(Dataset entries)
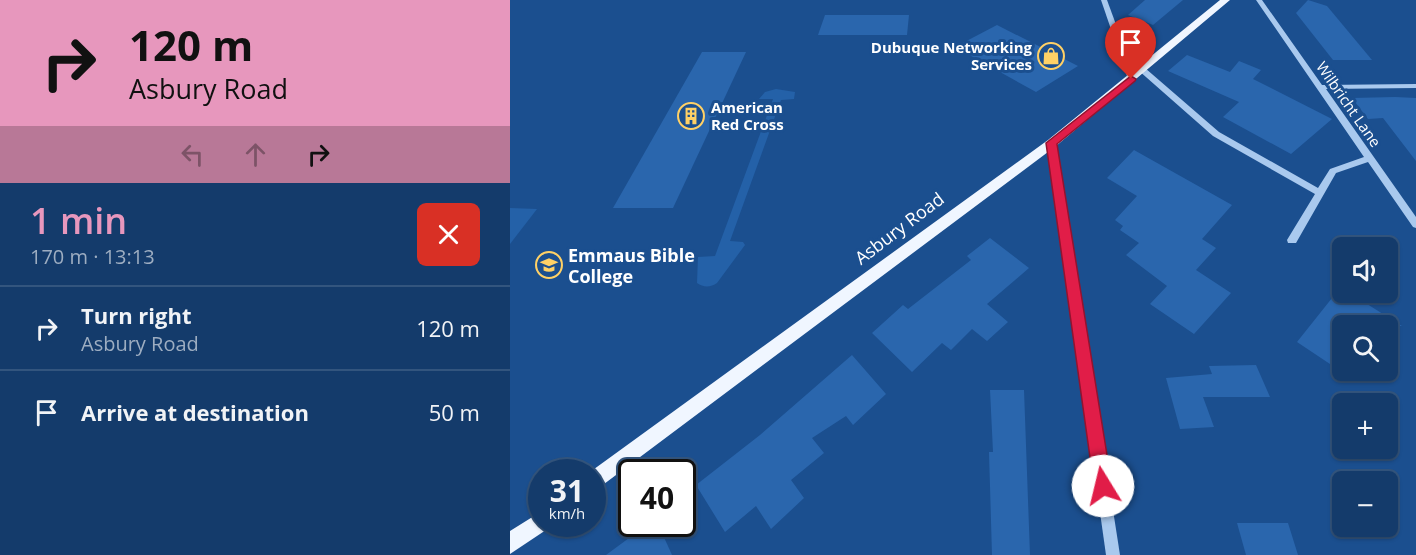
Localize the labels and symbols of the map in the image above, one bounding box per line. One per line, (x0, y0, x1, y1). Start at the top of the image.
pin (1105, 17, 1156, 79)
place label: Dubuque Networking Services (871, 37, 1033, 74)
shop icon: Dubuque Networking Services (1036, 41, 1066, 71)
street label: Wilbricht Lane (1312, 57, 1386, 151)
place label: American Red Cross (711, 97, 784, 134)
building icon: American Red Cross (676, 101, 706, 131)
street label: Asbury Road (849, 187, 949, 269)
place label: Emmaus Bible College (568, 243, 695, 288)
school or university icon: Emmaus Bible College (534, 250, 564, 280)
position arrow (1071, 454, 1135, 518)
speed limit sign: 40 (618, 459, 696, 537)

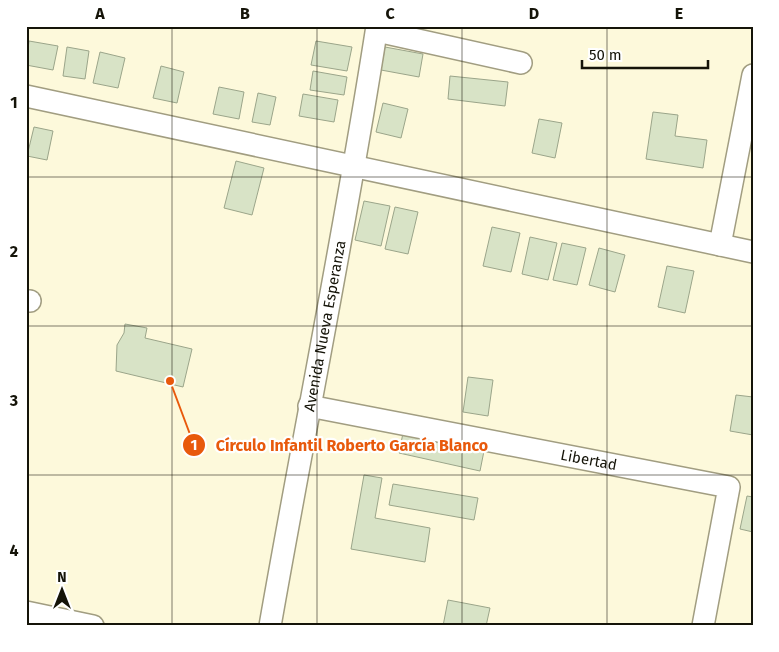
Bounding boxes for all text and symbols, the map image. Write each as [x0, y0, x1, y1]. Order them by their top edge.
==
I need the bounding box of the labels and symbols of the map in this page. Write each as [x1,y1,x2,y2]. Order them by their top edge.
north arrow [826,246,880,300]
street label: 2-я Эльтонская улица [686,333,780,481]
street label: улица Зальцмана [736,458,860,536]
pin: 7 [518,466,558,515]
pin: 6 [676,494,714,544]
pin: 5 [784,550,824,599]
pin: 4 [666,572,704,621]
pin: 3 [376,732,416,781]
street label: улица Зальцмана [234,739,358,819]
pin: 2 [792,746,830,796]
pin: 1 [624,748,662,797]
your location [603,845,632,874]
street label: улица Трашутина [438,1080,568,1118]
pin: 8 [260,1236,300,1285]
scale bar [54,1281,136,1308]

## Your task
Give again the stretch of lines above from the one with "Localize the labels" through the one with "Bounding boxes for", both ends kept, and copy no pictures.

## Exercise response
Localize the labels and symbols of the map in the image above, one bounding box per line. One per line, (x0, y0, x1, y1). Start at the top of the image.
pin (1105, 17, 1156, 79)
place label: Dubuque Networking Services (871, 37, 1033, 74)
shop icon: Dubuque Networking Services (1036, 41, 1066, 71)
street label: Wilbricht Lane (1312, 57, 1386, 151)
place label: American Red Cross (711, 97, 784, 134)
building icon: American Red Cross (676, 101, 706, 131)
street label: Asbury Road (849, 187, 949, 269)
place label: Emmaus Bible College (568, 243, 695, 288)
school or university icon: Emmaus Bible College (534, 250, 564, 280)
position arrow (1071, 454, 1135, 518)
speed limit sign: 40 (618, 459, 696, 537)

Bounding boxes for all text and symbols, the map image. Write each as [x0, y0, x1, y1]. Order them by their top edge.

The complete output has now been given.